Fuzzers are tools that aid in automating the fuzzing process and allow us to fine-tune various parameters according to the application being targeted.

Fuzzers can be broadly classified into the following types:

  • Mutational
    Mutational Fuzzers are often called dumb fuzzers. It is so because they try to randomize the input by mutating or changing the seed input cases provided for fuzzing randomly.

  • Grammar
    Grammar Fuzzers are the ones where we define how we want the input to be changed by defining rules about how to mutate the seed input.

  • Feedback-based
    Feedback-based Fuzzers are smart fuzzers which observe how a particular input affects the target binary and then mutates the seed input accordingly to optimize fuzzing.

Why Fuzz Applications?

Fuzzing, as mentioned earlier, is a testing process to find bugs in an application.
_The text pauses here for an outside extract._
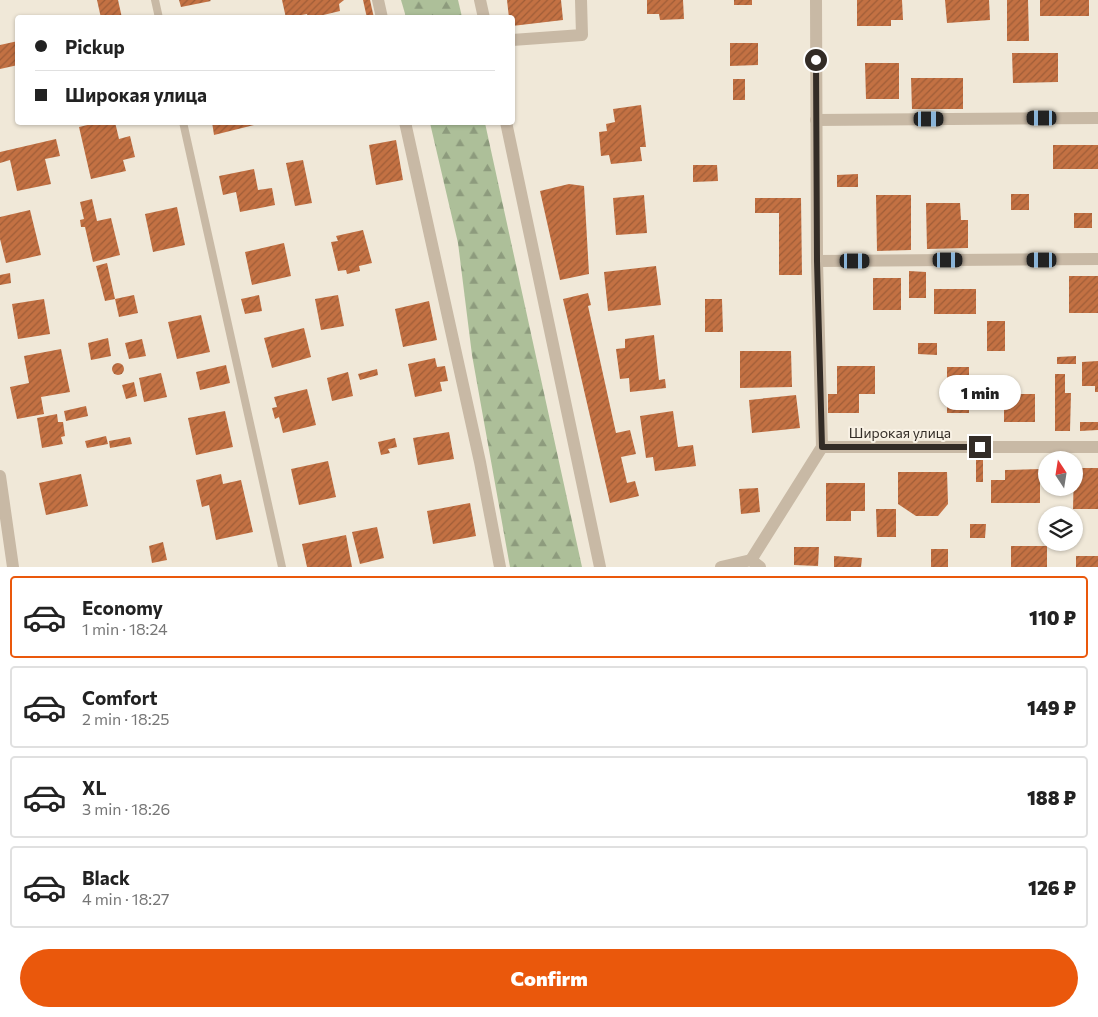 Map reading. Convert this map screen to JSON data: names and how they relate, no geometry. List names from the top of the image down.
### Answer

Hence, the first goal of fuzzing is to find bugs in the target application that lay outside the scope of manual testing by a human.
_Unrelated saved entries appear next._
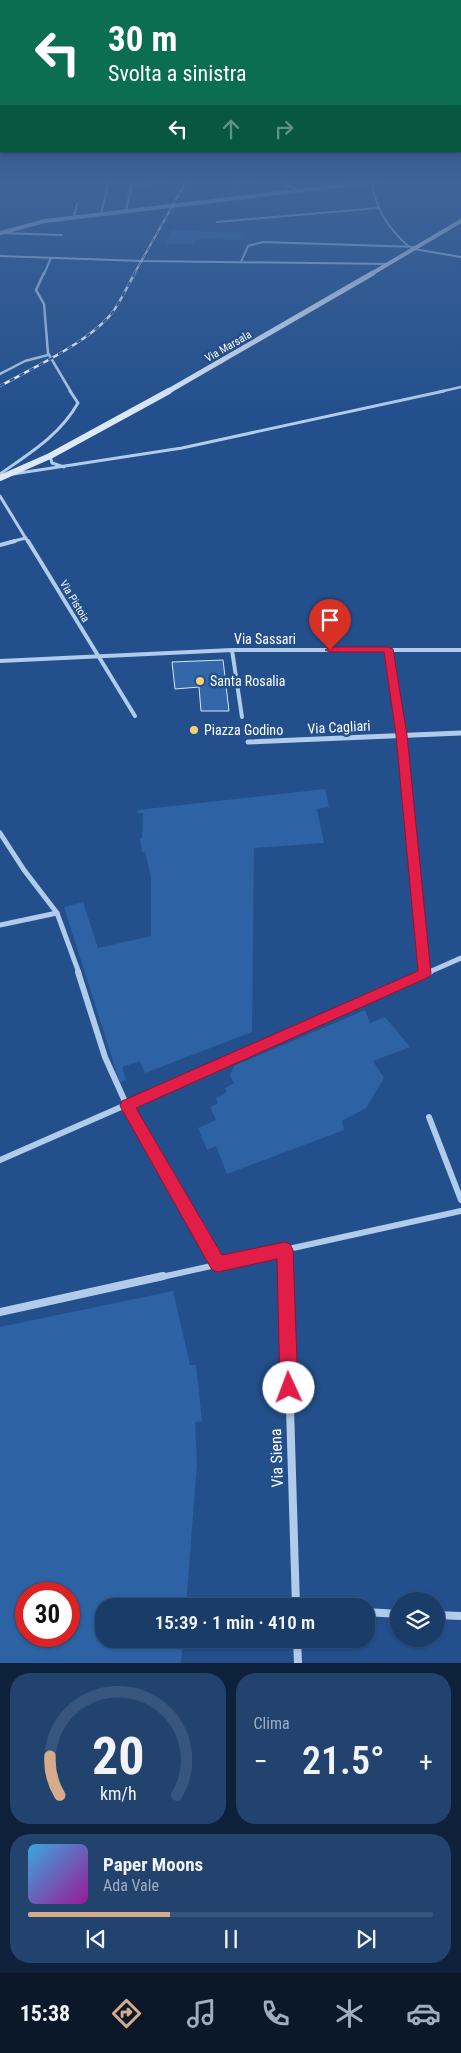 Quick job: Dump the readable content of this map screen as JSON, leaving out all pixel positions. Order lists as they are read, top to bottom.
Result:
{
  "streets": {
    "main road": ["Via Marsala"],
    "street": [
      "Via Pistoia",
      "Via Sassari",
      "Via Cagliari",
      "Via Siena"
    ]
  },
  "crossings": [
    ["Via Pistoia", "Via Sassari"]
  ],
  "places": ["Santa Rosalia", "Piazza Godino"],
  "page": {
    "turn": ["30 m", "Svolta a sinistra"],
    "limit": "30",
    "trip": "15:39 · 1 min · 410 m",
    "tile": "Clima",
    "heat": ["−", "21.5°", "+"],
    "song": ["Paper Moons", "Ada Vale"],
    "tabs": "15:38",
    "gauge": ["20", "km/h"]
  }
}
Fuzzing also helps to develop a robust approach to development by incorporating new development strategies to avoid niche bugs found previously by fuzzing of other applications. This can save time and effort in correcting an issue that can be avoided entirely as it has already been observed elsewhere, for example, in a previous iteration of the same application.

A lot of software vendors also run responsible disclosure programs where one can disclose previously unknown bugs and get rewarded. So, spending some time on finding bugs with automated fuzzers can also make you money by just running a fuzzer on such an application.

American Fuzzy Lop

American Fuzzy Lop, or AFL for short, is a smart fuzzer. It mutates the seed input, given at the start of fuzzing, to generate new test cases which it thinks will lead to the discovery of new paths.
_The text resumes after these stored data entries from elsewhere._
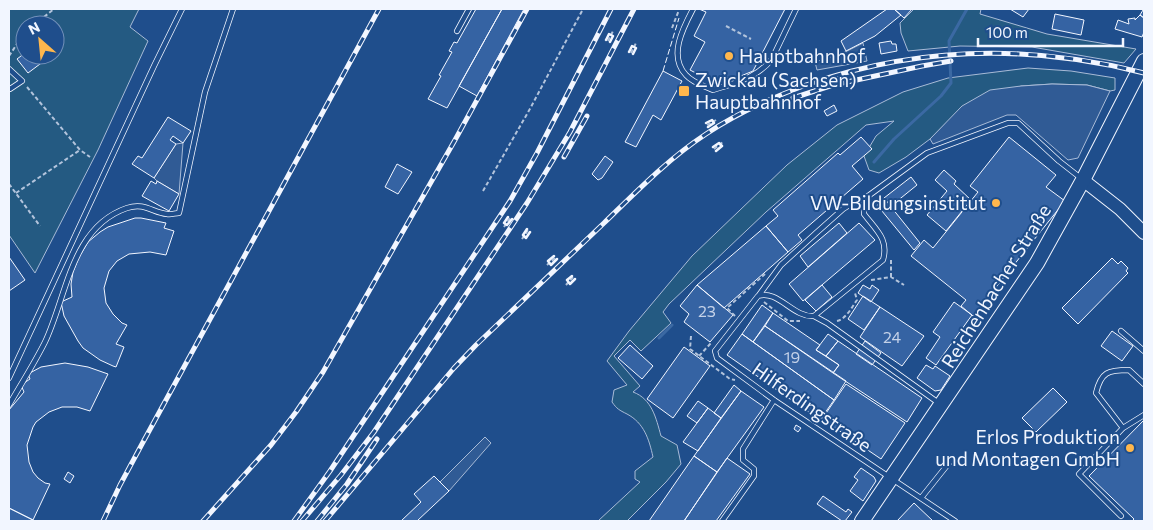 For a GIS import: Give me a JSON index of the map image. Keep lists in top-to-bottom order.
{
  "streets": {
    "main road": ["Reichenbacher Straße"],
    "lane": ["Hilferdingstraße"]
  },
  "crossings": [
    ["Reichenbacher Straße", "Hilferdingstraße"]
  ],
  "places": {
    "other": ["Hauptbahnhof", "VW-Bildungsinstitut", "Erlos Produktion und Montagen GmbH"],
    "transit": ["Zwickau (Sachsen) Hauptbahnhof"]
  },
  "house_numbers": ["23", "24", "19"],
  "scale_bar": "100 m",
  "north": "top left"
}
Before I explain the above statement, let me introduce you to two terms - code coverage and path coverage. Code Coverage refers to the amount of code that was triggered by a particular test case. Path Coverage refers to the number of potential sequence of code statements (or paths) that were triggered by a test case.

Let’s take an example. Refer the pseudo-code below:

if <condition 1>:
    # Statements

if <condition 2>:
    # Statements

In the above pseudo-code, code coverage could be 100% when different test cases trigger the conditional statements separately. Path Coverage, however, would mean how many of the total execution paths were covered. For this example, the ways in which the conditional statements can be triggered are both, condition 1 and condition 2 individually and then one case when they execute in the same test run sequentially. That gives us a total of 3 paths. Assuming our test cases only trigger the two conditions individually, we’ll get 100% code coverage whereas the path coverage is only 23 as we do not have a test case that triggers both conditional statements in the same test run.

Coming back to the statement we began this section with, AFL takes a set of files (or test cases) that will serve as the seed input to start fuzzing the target. AFL then interacts with the target binary, while it’s processing the input passed to it, and monitors what segment of code was triggered in what sequence i.e. it keeps track of code paths being triggered. Based on the paths being triggered, it mutates the seed files to trigger new code paths, thus increasing path coverage.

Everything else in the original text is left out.